*** Raw data Section Begins ***
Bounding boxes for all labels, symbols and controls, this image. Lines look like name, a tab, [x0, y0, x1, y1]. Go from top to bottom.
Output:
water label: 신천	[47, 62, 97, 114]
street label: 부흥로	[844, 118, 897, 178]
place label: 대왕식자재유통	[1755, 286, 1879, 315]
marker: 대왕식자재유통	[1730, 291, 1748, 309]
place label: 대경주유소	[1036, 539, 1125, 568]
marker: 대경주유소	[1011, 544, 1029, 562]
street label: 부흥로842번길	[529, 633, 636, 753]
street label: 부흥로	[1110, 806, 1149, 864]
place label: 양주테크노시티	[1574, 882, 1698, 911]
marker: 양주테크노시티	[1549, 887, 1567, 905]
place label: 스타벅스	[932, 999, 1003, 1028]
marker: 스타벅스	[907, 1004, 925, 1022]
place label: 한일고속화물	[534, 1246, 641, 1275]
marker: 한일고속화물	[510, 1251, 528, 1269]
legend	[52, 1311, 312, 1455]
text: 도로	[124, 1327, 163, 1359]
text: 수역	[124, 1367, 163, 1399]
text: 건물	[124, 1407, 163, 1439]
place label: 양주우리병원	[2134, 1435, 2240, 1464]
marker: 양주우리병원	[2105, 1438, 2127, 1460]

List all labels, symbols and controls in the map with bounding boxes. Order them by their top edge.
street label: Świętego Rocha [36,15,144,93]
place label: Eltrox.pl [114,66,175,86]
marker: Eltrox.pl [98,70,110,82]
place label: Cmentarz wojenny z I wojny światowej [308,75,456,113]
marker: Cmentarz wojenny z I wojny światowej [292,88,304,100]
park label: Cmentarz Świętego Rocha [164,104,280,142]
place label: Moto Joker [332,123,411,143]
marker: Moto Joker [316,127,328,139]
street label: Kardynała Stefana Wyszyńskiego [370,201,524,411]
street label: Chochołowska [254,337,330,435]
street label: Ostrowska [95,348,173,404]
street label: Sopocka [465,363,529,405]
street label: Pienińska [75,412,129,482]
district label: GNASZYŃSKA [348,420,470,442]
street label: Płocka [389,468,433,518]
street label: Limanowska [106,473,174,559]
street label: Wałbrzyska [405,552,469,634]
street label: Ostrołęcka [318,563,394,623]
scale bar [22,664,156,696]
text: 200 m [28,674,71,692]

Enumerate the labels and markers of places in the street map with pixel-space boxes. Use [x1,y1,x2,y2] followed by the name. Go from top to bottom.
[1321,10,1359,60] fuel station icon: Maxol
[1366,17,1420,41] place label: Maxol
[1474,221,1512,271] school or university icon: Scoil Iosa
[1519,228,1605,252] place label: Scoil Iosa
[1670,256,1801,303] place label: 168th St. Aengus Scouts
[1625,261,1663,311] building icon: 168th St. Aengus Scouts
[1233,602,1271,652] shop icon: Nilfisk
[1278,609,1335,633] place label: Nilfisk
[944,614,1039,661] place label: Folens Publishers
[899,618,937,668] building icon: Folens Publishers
*** Raw data Section Ends ***
▶ [Work order] Starting with the line that contains "Enumerate the labels", restate every line up to and including the last one above, exactly.

▶ [Task output]
Enumerate the labels and markers of places in the street map with pixel-space boxes. Use [x1,y1,x2,y2] followed by the name. Go from top to bottom.
[1321,10,1359,60] fuel station icon: Maxol
[1366,17,1420,41] place label: Maxol
[1474,221,1512,271] school or university icon: Scoil Iosa
[1519,228,1605,252] place label: Scoil Iosa
[1670,256,1801,303] place label: 168th St. Aengus Scouts
[1625,261,1663,311] building icon: 168th St. Aengus Scouts
[1233,602,1271,652] shop icon: Nilfisk
[1278,609,1335,633] place label: Nilfisk
[944,614,1039,661] place label: Folens Publishers
[899,618,937,668] building icon: Folens Publishers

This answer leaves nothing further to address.